The past decade has seen a revolution in single-cell transcriptomics. In this introduction, I will describe some of the advances made and how assaying gene expression and other molecular features at the single-cell level represents a powerful tool for biological discovery.

 

Rahul Satija  New York Genome Center - NYU 

https://satijalab.org

@satijalab


Integrated analysis of single-cell data across modalities and technologies

 

Emma Dann  Wellcome Sanger Institute

www.ebi.ac.uk/research/marioni

@emmamarydann

Milo: differential abundance testing on single-cell data using KNN graphs

Single-cell omic protocols applied to disease, development or mechanistic studies can reveal the emergence of aberrant cell states or changes in differentiation. These perturbations can manifest as a shift in the abundance of cells associated with a biological condition. Current computational workflows for comparative analyses typically use discrete clusters as input when testing for differential abundance between experimental conditions. However, clusters are not always an optimal representation of the biological manifold on which cells lie, especially in the context of continuous differentiation trajectories. To overcome these barriers to discovery, we have developed Milo, a flexible and scalable statistical framework that performs differential abundance testing by assigning cells to partially overlapping neighbourhoods on a k-nearest neighbour graph. Our method samples and refines neighbourhoods across the graph and leverages the flexibility of generalized linear models, making it applicable to a wide range of experimental settings.

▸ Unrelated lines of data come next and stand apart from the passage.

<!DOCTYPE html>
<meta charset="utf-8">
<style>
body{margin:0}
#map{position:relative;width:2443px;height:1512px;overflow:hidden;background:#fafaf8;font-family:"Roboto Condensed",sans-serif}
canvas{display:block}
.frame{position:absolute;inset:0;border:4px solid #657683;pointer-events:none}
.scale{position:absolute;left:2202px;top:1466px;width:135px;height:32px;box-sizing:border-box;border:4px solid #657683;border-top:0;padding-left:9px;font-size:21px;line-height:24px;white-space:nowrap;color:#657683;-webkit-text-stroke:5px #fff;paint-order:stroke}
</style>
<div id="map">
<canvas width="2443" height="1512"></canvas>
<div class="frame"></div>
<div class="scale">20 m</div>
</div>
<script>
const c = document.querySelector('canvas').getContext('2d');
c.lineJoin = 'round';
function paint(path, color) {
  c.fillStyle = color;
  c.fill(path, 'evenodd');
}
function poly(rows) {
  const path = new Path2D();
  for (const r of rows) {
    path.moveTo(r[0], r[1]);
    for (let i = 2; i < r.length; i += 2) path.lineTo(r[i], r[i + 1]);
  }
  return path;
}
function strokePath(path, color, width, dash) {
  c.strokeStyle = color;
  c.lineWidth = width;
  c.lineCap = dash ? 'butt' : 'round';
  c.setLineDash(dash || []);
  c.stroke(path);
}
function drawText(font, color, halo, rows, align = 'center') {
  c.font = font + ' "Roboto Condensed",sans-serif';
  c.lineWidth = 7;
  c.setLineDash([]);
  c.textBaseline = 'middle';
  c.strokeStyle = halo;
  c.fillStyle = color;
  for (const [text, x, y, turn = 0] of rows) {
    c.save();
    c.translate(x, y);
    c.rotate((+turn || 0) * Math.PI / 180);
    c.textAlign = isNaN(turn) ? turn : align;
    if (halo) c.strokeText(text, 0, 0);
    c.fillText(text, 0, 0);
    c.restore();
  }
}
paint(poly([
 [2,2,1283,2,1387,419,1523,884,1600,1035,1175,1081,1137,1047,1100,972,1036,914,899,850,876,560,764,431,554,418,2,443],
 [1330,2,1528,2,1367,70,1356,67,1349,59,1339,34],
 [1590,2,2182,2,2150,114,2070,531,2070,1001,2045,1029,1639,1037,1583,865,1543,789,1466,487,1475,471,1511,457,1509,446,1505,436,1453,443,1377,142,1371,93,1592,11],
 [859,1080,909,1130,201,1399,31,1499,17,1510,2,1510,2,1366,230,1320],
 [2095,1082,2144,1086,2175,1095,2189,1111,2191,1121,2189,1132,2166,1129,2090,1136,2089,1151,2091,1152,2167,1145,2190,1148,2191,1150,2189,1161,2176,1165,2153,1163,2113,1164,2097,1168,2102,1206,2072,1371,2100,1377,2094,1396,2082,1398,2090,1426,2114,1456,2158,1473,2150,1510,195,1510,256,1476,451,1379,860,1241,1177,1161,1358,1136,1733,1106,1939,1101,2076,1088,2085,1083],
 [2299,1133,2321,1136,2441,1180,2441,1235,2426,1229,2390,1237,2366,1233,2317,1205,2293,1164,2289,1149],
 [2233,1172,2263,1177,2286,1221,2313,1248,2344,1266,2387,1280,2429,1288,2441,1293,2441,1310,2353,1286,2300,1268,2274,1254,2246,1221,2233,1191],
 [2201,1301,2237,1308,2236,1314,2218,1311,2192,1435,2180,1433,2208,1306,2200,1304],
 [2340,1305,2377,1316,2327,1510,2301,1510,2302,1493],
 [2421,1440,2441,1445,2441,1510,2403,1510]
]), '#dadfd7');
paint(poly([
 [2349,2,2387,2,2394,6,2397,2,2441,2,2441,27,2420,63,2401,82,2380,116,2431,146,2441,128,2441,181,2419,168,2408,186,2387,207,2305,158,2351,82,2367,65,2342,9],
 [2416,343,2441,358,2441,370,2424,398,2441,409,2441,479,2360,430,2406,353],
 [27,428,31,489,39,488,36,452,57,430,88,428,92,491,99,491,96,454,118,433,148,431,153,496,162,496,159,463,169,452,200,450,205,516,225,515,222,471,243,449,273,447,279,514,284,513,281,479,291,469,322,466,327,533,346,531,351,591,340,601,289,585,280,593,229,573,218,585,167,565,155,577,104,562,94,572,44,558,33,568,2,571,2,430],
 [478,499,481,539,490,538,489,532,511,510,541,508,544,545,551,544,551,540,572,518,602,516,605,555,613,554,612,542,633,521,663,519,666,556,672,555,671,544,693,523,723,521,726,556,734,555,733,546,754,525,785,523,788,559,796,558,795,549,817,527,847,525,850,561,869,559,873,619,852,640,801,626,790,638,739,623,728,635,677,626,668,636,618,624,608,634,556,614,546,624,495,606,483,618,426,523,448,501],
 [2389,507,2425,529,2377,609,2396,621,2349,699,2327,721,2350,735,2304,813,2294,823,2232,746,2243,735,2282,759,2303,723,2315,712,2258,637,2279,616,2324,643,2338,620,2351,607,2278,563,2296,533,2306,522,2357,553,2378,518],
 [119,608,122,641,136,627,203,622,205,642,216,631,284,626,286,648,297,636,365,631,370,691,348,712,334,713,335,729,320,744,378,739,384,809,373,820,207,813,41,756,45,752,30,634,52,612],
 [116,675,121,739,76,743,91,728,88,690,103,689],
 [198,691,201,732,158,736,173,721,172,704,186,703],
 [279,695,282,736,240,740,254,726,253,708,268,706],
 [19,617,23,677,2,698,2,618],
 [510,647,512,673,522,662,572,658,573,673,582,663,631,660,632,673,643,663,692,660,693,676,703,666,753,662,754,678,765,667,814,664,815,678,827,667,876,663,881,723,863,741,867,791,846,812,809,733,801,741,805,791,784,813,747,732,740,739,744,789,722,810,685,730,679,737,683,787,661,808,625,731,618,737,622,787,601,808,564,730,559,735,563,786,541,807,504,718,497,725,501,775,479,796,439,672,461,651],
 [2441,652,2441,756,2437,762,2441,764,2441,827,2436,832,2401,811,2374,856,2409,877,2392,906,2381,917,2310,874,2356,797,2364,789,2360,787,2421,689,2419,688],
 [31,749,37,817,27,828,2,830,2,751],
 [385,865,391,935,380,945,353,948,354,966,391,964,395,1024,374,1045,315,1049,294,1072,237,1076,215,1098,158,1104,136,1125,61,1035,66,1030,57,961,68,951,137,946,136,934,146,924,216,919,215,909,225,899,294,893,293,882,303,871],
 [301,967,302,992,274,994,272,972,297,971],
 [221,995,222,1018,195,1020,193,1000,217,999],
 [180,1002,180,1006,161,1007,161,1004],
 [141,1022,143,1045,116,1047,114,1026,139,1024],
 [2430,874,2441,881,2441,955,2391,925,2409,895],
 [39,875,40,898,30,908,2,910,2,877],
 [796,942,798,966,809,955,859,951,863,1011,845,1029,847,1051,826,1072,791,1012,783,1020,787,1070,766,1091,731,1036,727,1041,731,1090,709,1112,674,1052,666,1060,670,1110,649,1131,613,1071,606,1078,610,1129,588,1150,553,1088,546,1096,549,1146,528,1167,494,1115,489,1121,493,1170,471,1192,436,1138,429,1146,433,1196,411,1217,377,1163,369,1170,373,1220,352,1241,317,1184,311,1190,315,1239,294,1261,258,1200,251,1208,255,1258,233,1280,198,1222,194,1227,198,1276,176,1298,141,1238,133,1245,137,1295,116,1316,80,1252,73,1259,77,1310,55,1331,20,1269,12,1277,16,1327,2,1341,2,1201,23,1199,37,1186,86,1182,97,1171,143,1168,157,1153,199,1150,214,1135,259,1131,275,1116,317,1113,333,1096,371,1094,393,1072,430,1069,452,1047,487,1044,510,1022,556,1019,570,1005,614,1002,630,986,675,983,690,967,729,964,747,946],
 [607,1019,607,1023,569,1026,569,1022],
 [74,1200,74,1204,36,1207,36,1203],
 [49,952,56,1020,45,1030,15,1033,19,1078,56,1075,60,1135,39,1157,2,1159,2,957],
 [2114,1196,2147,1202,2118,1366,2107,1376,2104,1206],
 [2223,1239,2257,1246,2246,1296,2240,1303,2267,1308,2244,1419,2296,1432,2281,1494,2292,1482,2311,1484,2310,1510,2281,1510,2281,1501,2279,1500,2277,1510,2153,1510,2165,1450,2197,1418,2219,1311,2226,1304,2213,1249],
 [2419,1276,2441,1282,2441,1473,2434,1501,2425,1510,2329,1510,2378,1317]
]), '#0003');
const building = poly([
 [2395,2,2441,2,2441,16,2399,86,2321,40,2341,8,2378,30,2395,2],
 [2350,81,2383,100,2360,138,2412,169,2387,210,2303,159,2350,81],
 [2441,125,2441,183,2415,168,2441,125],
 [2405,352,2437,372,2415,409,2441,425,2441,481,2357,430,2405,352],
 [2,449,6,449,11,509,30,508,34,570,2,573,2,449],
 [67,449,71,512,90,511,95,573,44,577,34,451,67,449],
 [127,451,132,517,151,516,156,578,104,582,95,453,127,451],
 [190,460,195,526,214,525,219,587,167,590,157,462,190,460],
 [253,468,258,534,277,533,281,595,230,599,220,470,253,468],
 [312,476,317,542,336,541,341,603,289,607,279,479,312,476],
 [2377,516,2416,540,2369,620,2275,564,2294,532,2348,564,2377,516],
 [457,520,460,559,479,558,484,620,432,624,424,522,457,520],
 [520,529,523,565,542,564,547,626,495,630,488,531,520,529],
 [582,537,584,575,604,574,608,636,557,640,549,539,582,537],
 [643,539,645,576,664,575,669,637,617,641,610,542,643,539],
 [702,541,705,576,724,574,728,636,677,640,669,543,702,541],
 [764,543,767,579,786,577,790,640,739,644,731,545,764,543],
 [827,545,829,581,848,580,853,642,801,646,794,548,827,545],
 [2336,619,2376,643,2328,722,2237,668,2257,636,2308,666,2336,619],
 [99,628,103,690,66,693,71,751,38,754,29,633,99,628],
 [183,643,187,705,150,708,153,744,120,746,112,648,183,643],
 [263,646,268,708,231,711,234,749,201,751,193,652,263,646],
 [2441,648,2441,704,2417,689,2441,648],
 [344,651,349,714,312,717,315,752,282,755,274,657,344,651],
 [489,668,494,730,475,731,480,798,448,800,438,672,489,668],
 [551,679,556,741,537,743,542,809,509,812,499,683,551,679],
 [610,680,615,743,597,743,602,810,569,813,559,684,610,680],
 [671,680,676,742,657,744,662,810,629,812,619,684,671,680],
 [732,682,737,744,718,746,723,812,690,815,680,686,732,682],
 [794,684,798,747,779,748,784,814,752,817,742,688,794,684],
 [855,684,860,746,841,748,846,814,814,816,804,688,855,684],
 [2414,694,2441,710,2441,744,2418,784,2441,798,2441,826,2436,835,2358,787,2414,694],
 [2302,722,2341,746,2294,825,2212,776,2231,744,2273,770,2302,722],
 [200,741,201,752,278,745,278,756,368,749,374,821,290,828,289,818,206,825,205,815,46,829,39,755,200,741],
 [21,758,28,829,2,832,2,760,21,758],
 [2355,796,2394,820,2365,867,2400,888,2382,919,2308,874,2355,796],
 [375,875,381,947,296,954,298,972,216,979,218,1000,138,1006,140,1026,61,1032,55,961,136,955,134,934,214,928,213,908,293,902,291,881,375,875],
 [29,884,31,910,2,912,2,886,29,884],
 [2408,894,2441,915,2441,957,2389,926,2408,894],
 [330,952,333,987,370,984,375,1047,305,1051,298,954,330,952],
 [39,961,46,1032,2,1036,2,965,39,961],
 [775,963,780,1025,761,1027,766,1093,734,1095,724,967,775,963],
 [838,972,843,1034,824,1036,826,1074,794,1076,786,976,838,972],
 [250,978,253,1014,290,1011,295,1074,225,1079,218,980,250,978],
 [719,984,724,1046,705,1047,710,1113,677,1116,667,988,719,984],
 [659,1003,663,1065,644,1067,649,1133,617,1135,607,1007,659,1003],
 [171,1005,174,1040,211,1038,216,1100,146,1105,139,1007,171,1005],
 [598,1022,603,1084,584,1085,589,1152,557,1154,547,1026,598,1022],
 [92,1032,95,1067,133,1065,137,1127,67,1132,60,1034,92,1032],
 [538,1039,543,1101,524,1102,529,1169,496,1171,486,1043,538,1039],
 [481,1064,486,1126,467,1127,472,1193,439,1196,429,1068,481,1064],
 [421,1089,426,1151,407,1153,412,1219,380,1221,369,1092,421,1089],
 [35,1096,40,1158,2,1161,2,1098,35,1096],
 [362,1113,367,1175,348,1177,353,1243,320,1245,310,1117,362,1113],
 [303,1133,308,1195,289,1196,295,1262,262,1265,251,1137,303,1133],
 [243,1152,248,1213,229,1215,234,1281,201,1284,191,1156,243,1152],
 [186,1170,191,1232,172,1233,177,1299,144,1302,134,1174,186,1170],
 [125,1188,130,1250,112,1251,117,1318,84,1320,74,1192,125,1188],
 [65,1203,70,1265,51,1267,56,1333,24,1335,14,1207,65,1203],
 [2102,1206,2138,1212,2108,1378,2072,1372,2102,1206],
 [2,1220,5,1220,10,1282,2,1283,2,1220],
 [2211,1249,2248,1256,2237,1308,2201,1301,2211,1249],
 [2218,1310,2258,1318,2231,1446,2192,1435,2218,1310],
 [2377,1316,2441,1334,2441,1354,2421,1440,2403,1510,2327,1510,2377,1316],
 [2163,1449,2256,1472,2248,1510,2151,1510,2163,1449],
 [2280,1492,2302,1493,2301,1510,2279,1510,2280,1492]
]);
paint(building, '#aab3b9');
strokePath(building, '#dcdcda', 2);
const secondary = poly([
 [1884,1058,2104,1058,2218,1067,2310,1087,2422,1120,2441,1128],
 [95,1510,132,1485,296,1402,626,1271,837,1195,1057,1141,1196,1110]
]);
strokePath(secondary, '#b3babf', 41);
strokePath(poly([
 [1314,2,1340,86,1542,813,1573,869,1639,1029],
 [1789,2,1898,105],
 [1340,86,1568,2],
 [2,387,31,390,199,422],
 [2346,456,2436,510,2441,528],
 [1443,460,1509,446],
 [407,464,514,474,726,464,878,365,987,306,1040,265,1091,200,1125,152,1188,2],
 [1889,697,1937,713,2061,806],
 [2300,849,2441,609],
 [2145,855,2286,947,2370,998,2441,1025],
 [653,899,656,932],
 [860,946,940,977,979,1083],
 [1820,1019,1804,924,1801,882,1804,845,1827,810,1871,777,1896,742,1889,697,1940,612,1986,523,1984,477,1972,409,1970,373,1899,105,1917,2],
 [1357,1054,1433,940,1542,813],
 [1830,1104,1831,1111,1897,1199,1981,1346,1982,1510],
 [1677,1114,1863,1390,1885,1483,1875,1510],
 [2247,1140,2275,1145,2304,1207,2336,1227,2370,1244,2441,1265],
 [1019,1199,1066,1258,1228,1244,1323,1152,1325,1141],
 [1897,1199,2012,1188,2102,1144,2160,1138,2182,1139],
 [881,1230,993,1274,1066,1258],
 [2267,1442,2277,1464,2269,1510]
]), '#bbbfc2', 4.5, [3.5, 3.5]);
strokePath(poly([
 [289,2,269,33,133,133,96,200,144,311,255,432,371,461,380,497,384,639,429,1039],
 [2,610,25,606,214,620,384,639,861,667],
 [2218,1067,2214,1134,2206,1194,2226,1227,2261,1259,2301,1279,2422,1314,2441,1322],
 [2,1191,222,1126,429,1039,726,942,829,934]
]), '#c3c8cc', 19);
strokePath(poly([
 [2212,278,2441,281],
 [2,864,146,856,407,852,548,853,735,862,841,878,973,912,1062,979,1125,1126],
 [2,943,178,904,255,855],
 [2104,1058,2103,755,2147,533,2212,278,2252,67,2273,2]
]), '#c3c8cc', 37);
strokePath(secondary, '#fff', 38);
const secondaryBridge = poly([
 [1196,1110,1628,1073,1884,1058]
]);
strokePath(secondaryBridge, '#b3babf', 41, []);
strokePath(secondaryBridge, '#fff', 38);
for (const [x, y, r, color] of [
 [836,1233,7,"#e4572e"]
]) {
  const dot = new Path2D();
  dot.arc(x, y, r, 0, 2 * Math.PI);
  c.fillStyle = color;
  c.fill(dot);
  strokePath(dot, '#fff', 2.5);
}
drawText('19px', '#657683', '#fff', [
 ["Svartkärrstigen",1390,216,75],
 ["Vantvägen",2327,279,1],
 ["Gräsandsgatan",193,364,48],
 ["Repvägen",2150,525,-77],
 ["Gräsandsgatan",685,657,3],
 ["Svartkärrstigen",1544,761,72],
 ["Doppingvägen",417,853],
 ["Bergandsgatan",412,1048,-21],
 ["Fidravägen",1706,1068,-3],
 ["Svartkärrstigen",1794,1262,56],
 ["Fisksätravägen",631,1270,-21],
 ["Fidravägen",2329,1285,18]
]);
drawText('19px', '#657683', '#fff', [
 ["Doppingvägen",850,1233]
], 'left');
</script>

With extensive benchmarking on real and simulated KNN graphs, we show that Milo is both robust and sensitive, and can reveal subtle but important cell state perturbations that are obscured by discretizing cells into clusters. We illustrate the power of Milo by identifying the perturbed differentiation during aging of a lineage-biased thymic epithelial precursor state and by uncovering extensive perturbation to multiple lineages in human cirrhotic liver. 

 

Naomi Moris The Francis Crick Institute

www.morislab.co.uk

@nmoris

Mapping space and time in developing in vitro model systems

During development, sequential cell fate decisions generate diversity by carefully orchestrating their organisation across space and time. Often the dynamics of cell fate decisions directly relate to spatial location, such as in early development where decisions are organised along the embryonic anterior-posterior axis. Advances in single-cell transcriptomics have enabled the characterisation of numerous cell states to be identified with high-resolution, yet these methods typically require cellular dissociation which disrupts such spatial information. In silico techniques, such as pseudotime approaches, often aim to ‘reintroduce’ dynamics by using information inherent in the data but make several assumptions. Instead, we have sought to identify spatial information inherent in such single-cell datasets using a parallel approaches of spatial-transcriptomic sequencing and complementary single-cell data. This approach allows us to try to reconstruct cellular arrangements that closely reflect the original organisation of source tissues with broader implications where preserving spatial information in high-resolution data could allow the identification of novel spatial and dynamic trends along embryonic axes.